Niger : Article 19 «condamne» la suspension de neuf médias et invite les autorités à «revenir» sur cette décision



Au Niger, l'Observatoire national de la communication (ONC) a officialisé, le 9 mai 2026 via la chaîne publique TV Sahel, une mesure drastique prise la veille. Cette instance, instaurée en 2025 pour remplacer le Conseil Supérieur de la Communication, a ordonné la suspension immédiate de neuf médias internationaux d’envergure, parmi lesquels France 24, RFI, l'AFP, TV5 Monde, Jeune Afrique, Mediapart, LSI Africa et TF1 Info.
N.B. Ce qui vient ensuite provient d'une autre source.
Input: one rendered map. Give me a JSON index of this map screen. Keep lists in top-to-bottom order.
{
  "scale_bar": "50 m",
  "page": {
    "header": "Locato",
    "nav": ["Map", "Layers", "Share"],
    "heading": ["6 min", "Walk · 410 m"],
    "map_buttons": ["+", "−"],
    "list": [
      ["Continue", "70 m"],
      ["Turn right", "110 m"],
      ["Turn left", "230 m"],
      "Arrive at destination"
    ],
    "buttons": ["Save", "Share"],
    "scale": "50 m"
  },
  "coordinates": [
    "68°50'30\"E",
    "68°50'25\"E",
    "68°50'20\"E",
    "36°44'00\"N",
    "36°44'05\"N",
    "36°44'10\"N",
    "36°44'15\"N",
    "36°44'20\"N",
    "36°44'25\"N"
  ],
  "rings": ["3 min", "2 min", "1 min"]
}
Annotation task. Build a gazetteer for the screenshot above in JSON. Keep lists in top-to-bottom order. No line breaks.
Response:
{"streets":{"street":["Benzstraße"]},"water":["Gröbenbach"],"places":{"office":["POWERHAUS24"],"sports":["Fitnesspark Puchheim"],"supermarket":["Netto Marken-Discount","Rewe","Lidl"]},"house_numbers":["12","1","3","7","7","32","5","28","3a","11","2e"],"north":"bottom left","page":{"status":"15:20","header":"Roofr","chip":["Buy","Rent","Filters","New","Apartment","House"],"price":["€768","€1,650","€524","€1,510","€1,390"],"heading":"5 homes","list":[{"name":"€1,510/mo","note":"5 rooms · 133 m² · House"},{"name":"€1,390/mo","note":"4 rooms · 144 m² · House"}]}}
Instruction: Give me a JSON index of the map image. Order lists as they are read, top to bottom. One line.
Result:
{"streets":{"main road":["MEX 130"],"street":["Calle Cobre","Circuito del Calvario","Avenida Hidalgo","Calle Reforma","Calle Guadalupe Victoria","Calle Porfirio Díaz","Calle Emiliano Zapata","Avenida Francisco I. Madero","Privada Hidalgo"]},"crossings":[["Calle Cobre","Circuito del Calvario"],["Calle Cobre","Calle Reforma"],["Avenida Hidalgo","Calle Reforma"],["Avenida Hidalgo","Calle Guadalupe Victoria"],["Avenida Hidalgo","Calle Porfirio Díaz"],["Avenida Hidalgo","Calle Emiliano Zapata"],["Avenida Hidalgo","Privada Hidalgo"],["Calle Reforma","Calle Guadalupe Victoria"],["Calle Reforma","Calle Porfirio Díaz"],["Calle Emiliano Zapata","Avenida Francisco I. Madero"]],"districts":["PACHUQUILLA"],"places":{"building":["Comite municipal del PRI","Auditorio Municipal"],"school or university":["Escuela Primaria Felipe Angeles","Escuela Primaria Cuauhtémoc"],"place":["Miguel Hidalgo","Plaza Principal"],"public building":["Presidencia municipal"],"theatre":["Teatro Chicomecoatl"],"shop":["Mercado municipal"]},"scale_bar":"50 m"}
Les autorités militaires ont motivé cette censure en reprochant à ces rédactions la diffusion répétée de contenus de nature à « compromettre l’ordre public, l’unité nationale, la cohésion sociale et la stabilité des institutions de l’État».

Face à cette situation, "ARTICLE 19", organisation de défense des droits humains, «condamne fermement» la décision de l’ONC portant suspension de neuf médias internationaux au motif d’atteinte à l’ordre public et à la «stabilité nationale ». Pour elle, cette mesure constitue une violation grave du droit à la liberté d’expression ainsi que du droit du public à accéder à des sources d’information indépendantes et pluralistes.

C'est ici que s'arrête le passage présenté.